[Records contained in a dataset]

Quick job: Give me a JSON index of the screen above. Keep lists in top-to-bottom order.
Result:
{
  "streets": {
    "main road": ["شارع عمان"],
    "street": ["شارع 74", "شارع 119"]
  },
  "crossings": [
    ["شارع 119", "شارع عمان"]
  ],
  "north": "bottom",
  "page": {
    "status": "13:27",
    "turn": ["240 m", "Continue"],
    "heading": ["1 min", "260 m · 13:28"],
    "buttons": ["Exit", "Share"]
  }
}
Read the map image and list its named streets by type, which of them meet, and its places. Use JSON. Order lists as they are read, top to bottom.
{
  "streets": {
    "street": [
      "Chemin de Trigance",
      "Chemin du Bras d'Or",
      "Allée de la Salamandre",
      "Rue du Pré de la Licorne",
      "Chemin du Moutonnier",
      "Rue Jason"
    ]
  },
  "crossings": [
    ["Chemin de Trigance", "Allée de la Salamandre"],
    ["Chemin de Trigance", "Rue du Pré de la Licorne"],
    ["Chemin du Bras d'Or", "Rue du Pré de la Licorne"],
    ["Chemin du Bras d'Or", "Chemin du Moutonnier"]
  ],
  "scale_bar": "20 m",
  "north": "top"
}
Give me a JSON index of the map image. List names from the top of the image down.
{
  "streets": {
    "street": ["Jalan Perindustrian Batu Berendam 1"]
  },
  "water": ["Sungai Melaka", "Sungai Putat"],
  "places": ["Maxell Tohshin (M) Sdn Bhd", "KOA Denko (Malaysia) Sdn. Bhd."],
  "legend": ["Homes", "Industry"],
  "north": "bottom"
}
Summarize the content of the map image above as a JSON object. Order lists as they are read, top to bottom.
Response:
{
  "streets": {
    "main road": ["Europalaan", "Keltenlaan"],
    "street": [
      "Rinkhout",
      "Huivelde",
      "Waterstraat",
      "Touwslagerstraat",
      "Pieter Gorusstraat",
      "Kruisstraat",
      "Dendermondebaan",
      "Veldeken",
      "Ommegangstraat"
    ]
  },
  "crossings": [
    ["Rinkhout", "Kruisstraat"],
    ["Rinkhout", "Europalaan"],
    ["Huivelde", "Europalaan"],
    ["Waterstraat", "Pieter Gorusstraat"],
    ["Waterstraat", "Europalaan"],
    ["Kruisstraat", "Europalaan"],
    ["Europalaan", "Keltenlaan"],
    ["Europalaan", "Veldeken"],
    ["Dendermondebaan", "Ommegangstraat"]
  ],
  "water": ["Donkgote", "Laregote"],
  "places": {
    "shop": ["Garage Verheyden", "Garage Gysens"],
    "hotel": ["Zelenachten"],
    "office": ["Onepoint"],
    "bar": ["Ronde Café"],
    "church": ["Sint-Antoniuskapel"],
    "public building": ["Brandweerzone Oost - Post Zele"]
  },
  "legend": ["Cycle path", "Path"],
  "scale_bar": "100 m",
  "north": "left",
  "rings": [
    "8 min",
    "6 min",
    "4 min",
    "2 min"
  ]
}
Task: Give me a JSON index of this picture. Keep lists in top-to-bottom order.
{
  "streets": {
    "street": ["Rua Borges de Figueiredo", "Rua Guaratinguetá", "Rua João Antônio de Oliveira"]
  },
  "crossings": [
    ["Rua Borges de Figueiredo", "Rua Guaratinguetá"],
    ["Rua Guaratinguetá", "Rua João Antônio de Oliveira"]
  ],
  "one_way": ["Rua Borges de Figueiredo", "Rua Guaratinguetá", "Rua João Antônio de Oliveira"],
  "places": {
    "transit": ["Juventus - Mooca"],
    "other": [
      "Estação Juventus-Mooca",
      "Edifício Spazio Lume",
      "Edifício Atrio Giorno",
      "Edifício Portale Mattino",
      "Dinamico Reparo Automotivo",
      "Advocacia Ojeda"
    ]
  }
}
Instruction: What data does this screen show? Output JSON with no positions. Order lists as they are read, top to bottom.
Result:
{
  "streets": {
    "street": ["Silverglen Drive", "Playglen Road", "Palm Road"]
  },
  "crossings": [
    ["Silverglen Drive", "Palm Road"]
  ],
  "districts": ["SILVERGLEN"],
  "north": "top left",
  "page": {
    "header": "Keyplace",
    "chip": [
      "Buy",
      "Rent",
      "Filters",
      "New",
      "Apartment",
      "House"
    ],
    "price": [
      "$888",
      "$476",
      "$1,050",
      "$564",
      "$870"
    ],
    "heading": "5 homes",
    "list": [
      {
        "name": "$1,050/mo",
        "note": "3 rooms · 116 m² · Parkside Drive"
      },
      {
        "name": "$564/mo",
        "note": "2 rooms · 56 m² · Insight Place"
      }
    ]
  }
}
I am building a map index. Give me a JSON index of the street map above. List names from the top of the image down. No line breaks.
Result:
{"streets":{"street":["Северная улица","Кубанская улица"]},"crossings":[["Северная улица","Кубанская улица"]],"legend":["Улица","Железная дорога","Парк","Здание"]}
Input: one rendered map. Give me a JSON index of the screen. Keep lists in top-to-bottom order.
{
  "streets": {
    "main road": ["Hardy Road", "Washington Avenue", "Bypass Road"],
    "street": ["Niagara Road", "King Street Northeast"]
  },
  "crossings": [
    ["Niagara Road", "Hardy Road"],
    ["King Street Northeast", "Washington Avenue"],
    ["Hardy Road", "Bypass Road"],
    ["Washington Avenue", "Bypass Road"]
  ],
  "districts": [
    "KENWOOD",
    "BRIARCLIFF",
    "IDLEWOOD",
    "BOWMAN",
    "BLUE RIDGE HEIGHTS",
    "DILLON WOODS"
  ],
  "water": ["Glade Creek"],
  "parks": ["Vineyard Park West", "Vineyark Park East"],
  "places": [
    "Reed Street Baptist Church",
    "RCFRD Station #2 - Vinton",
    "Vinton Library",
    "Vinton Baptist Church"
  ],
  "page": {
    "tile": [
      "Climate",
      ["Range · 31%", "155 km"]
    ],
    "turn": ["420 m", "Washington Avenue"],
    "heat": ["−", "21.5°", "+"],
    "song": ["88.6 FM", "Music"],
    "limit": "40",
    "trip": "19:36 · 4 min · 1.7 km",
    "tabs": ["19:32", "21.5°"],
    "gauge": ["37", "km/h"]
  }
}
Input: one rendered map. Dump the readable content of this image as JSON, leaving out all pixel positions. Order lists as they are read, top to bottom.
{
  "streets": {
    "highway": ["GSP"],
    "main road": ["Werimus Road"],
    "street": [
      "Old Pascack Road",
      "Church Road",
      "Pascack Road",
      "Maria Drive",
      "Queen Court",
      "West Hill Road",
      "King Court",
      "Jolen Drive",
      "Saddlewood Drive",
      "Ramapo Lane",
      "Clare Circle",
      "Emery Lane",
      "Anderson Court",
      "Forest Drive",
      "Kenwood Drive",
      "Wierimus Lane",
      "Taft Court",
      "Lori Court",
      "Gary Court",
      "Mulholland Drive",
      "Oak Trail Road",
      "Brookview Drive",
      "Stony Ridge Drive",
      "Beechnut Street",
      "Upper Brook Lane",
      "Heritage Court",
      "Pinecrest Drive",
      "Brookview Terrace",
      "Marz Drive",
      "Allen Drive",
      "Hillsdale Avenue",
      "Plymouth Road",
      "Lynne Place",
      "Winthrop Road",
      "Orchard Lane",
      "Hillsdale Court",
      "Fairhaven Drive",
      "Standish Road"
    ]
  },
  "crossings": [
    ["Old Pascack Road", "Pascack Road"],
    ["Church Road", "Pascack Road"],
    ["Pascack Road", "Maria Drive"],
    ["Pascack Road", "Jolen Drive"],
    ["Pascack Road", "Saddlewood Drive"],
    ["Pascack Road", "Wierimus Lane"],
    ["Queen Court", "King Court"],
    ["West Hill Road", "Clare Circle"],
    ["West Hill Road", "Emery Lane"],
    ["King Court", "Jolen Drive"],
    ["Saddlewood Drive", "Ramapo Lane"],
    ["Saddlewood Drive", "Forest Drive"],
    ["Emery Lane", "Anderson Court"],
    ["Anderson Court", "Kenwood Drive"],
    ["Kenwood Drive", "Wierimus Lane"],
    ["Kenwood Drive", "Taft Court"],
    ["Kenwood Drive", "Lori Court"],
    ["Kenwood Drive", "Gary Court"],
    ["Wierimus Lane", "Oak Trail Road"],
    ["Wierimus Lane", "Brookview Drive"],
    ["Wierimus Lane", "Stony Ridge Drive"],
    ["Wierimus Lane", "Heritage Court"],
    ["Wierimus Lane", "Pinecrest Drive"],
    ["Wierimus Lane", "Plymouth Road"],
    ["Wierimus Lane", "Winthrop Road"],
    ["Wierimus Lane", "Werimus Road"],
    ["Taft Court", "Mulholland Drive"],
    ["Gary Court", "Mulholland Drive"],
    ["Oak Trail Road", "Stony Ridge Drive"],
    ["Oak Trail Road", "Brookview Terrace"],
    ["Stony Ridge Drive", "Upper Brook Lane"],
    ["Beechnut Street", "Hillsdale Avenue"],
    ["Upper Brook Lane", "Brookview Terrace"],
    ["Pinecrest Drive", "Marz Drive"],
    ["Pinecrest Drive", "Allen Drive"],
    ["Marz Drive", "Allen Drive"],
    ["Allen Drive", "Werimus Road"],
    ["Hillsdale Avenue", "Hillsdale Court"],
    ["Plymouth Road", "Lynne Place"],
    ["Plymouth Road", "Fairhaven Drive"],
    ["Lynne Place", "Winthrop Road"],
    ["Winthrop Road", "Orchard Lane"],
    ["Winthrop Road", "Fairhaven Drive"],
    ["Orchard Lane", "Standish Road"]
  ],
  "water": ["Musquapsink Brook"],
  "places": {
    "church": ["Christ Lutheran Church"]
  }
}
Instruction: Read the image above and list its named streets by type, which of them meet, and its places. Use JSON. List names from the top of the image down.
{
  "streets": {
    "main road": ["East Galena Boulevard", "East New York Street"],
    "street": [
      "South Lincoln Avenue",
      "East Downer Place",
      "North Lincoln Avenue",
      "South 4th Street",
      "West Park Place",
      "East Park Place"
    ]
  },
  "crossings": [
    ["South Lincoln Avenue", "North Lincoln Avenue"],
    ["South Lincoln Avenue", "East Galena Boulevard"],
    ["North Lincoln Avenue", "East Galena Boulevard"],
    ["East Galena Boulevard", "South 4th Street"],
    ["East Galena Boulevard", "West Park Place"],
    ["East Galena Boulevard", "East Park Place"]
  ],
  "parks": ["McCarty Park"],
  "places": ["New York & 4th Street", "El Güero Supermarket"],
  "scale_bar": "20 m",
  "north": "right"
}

**What to do**. Among the records, find the lines that contain "Orchard" and copy each of them.

**Result**.
      "Orchard Lane",
    ["Winthrop Road", "Orchard Lane"],
    ["Orchard Lane", "Standish Road"]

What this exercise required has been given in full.